Getting in shape without a gym

Consumer Reports has advice for home gym for less

Almost one-third of people have already given up on their New Year's resolutions, but if getting in shape is your goal for 2013, Consumer Reports has advice on how to set up a home gym for less.

"All you need are a few inexpensive props and a good fitness routine to get started," said Consumer Reports' Gayle Williams.

One prop you can buy is a stability ball, which can help build your core strength and improve your balance. You can also use it to tone your glutes and legs. The stability balls cost about $30.

Another instant cardio workout is jumping rope for 15 minutes. A jump rope with nonslip foam handles is best. It will cost you about $6.

You can also try hula hooping. Not only is it a good cardio exercise, it's also great for your core.

"Elastic bands or tubes are another great item to have," Williams said. "You can use them for resistance training to strengthen and tone your muscles."

An item that might come in handy is an exercise mat. The extra cushioning is helpful for push-ups and other exercises you do on the floor. The price is about $20.

Free weights are another useful tool.

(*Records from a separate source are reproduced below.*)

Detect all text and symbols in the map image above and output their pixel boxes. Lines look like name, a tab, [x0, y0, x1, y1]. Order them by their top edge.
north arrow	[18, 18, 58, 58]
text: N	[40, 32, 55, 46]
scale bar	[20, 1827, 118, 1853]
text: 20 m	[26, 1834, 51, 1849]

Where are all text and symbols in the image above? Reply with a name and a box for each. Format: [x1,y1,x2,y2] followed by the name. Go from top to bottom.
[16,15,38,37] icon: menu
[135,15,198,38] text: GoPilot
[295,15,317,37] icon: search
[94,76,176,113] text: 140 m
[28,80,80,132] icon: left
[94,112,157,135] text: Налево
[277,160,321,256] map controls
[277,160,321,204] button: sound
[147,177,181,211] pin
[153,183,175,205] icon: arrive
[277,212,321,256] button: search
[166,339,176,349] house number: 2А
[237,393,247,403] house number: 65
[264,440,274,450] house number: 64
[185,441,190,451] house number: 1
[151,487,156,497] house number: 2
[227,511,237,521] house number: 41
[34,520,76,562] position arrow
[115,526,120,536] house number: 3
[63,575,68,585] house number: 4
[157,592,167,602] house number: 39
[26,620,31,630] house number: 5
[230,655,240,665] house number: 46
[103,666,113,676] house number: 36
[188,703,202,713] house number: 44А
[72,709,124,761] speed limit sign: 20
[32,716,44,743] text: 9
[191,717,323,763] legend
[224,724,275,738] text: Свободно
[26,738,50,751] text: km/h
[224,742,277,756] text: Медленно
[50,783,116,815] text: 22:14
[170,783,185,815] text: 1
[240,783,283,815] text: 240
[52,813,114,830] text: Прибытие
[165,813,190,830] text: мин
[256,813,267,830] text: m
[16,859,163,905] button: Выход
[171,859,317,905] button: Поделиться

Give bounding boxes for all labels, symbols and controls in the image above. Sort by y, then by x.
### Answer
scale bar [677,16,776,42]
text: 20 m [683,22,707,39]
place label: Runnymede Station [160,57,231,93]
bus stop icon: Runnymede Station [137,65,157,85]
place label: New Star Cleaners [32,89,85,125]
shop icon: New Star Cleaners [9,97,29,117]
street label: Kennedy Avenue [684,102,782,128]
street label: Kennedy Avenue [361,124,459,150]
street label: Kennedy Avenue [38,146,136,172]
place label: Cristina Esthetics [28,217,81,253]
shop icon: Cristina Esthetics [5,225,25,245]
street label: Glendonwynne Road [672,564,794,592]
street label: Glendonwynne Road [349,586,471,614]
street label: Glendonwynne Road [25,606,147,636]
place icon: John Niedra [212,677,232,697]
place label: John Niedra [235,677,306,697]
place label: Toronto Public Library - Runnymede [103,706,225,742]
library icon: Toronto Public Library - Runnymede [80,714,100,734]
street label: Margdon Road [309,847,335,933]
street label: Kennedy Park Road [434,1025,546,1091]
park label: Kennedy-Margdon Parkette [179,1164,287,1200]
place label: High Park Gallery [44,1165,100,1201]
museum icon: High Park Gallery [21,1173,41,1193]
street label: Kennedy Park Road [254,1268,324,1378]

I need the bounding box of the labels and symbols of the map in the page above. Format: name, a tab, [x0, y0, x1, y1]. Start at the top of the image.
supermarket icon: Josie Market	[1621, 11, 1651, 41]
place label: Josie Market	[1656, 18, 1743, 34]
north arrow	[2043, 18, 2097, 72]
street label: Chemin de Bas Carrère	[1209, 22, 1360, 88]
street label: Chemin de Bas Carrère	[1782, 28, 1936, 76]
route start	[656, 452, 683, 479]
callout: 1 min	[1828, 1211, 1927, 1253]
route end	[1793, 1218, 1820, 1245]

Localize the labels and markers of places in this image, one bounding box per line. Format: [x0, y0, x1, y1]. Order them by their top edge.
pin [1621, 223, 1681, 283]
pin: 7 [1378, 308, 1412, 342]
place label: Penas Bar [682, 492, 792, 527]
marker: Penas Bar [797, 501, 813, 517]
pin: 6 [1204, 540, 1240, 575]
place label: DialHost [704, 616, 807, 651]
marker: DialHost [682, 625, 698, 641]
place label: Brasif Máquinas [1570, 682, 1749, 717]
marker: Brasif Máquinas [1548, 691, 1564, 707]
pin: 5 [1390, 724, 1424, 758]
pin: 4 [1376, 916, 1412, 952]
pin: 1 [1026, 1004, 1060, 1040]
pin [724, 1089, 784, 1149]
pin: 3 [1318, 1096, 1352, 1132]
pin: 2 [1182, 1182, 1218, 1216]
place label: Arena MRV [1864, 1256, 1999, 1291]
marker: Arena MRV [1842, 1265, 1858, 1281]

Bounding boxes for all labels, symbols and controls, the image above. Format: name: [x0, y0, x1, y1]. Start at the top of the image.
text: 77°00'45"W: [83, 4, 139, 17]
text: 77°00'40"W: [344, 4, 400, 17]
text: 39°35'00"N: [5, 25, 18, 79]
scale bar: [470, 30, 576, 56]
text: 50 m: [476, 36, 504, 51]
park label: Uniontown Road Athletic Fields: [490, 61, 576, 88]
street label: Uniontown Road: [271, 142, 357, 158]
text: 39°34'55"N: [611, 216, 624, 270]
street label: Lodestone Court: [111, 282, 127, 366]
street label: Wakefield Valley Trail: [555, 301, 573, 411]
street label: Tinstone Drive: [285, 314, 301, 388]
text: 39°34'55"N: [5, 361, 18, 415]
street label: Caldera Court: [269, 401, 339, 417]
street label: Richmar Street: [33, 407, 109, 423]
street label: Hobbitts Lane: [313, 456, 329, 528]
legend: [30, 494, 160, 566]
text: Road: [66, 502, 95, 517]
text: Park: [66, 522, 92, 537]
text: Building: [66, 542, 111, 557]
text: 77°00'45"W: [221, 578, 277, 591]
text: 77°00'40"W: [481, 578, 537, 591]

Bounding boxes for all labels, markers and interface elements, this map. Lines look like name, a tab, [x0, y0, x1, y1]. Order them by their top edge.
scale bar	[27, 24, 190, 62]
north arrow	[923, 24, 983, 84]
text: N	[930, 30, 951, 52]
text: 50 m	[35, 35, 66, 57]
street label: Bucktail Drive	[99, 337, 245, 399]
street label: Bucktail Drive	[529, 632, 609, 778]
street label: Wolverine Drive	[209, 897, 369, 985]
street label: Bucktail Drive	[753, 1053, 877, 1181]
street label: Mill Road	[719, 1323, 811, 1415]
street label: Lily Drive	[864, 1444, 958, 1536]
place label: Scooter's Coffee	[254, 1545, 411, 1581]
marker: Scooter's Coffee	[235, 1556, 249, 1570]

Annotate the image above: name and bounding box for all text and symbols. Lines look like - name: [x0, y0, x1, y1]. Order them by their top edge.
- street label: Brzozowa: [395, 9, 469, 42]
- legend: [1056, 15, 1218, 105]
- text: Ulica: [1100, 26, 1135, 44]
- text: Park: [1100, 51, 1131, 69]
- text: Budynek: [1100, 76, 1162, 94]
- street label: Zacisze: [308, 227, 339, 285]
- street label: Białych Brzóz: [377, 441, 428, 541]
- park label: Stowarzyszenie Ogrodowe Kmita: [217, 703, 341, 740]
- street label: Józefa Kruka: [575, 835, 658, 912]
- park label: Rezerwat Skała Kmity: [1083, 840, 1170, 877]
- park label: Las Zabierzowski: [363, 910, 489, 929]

A pair cost anywhere from $10 to $60.

"If you can, buy two pairs; a lighter pair to work your arms and shoulders and a heavier pair to work your back and chest," Williams said.

To develop a good exercise routine with aerobic exercise, aim for 30 minutes a day, five days a week.

Another great form of exercise that doesn't have to cost a thing is walking. If the weather's not great, walk at the mall, but just be sure to skip the food court.

A pedometer is handy for tracking how much you walk. You can buy one for $20 to $30 or a pedometer app on your smartphone for around $4.